* **TASK BRIEF**:
Tally the lines of the listing that contain the string "major". Give the number and nothing else.

* **SUPPLIED MATERIAL**:
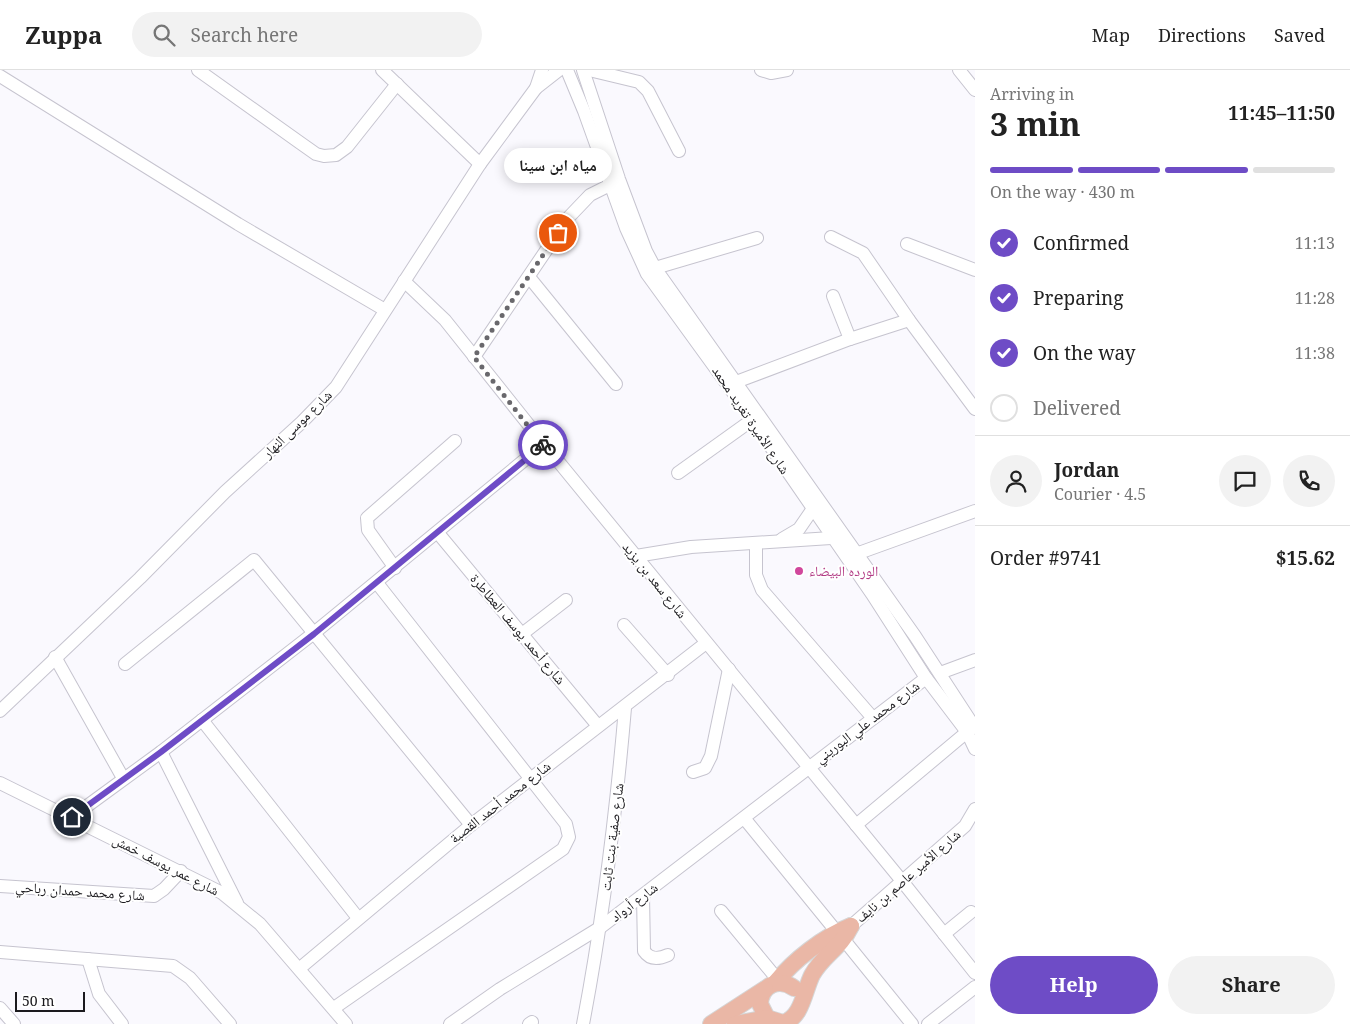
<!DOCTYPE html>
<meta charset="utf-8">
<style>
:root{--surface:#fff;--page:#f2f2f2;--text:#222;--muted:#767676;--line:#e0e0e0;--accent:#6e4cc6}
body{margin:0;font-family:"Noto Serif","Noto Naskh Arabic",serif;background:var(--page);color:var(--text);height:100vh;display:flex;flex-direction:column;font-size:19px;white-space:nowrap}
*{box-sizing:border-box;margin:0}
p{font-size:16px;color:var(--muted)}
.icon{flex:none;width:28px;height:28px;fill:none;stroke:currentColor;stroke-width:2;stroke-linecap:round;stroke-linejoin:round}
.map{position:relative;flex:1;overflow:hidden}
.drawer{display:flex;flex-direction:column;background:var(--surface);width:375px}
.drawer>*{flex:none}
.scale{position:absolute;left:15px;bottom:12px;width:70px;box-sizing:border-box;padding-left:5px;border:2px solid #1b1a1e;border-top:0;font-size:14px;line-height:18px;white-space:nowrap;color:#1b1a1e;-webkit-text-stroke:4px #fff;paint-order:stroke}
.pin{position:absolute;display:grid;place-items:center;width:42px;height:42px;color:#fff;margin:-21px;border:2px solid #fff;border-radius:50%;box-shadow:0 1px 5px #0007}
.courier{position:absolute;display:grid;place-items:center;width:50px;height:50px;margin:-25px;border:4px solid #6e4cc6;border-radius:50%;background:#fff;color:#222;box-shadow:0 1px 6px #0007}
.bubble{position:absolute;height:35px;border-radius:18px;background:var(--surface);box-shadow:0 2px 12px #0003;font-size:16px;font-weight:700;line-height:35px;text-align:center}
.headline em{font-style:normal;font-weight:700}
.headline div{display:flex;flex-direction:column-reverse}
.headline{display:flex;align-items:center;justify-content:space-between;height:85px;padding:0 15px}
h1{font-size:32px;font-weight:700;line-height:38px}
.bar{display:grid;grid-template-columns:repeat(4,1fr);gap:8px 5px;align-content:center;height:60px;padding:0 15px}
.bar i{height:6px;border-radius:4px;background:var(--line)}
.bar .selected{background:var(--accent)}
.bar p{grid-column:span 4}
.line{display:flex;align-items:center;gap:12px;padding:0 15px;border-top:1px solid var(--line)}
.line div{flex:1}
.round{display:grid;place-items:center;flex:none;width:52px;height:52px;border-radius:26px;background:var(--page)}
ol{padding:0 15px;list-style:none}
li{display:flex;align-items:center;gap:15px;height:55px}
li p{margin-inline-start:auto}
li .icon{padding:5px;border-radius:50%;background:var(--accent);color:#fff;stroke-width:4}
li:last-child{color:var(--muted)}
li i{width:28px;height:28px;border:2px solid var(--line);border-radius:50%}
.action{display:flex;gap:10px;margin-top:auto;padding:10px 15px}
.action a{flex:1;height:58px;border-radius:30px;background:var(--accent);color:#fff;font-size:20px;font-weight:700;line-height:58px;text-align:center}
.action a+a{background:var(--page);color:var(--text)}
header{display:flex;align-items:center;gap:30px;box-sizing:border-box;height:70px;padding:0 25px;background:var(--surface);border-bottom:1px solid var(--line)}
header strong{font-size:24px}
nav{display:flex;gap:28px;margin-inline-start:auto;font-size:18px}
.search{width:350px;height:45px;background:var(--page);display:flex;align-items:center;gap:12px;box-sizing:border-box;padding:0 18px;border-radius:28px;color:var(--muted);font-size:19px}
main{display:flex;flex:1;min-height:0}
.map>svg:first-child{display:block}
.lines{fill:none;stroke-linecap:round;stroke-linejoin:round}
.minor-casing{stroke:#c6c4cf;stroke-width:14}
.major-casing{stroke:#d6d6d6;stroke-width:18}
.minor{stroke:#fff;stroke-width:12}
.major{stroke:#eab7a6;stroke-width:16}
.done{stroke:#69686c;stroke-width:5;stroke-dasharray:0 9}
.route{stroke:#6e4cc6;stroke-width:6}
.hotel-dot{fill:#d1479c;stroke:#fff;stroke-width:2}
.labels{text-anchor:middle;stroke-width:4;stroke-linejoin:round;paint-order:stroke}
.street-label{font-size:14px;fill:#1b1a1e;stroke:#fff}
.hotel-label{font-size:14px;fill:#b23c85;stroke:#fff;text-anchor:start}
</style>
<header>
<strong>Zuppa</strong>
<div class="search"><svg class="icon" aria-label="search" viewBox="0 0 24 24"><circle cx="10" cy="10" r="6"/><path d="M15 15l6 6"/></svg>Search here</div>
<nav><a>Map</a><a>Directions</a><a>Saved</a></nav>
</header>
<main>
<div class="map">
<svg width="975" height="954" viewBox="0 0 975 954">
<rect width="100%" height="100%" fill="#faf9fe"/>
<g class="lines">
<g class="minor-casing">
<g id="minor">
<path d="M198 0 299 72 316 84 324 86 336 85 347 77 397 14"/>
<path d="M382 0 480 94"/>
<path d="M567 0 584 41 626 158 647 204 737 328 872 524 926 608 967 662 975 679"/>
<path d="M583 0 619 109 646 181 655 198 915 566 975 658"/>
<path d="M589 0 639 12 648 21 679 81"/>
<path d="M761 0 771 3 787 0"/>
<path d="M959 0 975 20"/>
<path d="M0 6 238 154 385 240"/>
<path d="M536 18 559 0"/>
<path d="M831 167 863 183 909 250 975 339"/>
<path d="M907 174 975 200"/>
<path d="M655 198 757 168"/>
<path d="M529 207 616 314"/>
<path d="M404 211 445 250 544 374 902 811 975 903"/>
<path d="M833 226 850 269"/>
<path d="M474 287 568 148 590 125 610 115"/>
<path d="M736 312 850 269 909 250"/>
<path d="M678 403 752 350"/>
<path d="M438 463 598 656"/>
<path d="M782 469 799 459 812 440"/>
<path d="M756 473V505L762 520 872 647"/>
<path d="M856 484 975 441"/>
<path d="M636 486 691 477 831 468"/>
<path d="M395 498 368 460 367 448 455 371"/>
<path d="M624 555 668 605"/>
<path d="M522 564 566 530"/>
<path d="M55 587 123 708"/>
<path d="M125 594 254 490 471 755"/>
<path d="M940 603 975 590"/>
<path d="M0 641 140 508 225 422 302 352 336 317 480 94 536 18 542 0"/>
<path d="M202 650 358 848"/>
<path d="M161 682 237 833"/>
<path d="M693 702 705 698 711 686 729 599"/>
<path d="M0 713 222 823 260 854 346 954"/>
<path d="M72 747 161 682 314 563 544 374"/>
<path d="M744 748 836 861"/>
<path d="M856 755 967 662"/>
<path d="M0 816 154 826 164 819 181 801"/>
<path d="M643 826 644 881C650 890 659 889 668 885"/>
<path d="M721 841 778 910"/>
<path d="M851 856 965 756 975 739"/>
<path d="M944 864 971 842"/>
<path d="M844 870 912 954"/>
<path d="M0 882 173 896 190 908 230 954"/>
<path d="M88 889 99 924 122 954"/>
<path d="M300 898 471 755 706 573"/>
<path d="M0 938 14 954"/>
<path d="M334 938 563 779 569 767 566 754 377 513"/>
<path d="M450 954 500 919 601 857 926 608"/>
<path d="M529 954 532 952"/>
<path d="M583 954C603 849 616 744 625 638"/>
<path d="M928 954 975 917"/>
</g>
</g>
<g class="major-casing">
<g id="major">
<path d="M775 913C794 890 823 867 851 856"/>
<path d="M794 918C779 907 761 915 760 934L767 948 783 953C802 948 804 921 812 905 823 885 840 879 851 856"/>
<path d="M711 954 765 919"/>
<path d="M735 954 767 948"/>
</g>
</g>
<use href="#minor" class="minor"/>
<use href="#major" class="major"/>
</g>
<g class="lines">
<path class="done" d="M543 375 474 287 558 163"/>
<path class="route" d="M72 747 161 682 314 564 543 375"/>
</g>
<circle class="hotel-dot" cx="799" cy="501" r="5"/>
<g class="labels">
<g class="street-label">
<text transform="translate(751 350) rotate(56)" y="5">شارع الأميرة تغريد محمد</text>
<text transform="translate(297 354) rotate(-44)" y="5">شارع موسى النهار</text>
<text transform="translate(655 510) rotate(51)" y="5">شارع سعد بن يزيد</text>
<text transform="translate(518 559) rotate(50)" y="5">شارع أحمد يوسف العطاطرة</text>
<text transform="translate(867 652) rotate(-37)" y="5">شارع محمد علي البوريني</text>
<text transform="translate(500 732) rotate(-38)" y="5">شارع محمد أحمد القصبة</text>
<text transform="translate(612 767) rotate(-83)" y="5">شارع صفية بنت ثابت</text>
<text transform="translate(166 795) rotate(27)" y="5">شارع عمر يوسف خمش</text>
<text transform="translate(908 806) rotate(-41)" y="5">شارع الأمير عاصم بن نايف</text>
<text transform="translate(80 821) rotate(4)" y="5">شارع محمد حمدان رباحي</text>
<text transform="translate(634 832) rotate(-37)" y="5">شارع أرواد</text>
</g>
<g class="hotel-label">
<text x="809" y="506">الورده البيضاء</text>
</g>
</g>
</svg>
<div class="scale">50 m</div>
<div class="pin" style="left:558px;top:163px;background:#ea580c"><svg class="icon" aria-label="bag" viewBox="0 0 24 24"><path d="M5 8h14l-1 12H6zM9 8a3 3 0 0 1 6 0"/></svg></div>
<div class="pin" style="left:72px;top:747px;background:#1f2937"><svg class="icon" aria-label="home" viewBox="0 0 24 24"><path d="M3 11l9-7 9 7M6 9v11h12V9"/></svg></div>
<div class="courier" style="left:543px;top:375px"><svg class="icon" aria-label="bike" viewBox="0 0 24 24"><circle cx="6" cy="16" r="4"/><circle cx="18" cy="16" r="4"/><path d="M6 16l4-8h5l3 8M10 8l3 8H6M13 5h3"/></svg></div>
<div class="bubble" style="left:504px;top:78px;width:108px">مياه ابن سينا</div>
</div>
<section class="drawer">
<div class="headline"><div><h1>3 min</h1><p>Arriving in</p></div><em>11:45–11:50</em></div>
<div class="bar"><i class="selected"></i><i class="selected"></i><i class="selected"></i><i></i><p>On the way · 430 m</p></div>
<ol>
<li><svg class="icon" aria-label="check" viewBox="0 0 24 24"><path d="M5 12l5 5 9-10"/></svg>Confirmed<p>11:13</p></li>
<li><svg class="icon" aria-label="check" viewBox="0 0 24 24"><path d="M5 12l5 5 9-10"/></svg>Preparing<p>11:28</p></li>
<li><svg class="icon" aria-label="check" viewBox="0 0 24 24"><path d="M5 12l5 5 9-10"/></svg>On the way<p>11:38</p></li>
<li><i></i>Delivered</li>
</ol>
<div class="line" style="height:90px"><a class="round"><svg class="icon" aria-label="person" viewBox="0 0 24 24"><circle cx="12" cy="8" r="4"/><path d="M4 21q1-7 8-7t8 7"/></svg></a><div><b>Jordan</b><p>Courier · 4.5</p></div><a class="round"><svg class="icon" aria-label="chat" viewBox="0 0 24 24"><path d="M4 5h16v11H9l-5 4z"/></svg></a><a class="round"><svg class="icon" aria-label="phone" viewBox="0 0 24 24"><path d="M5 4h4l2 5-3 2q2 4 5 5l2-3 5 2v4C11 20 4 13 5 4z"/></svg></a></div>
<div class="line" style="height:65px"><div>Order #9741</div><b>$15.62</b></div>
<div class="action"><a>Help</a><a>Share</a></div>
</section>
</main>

* **EXERCISE OUTPUT**:
5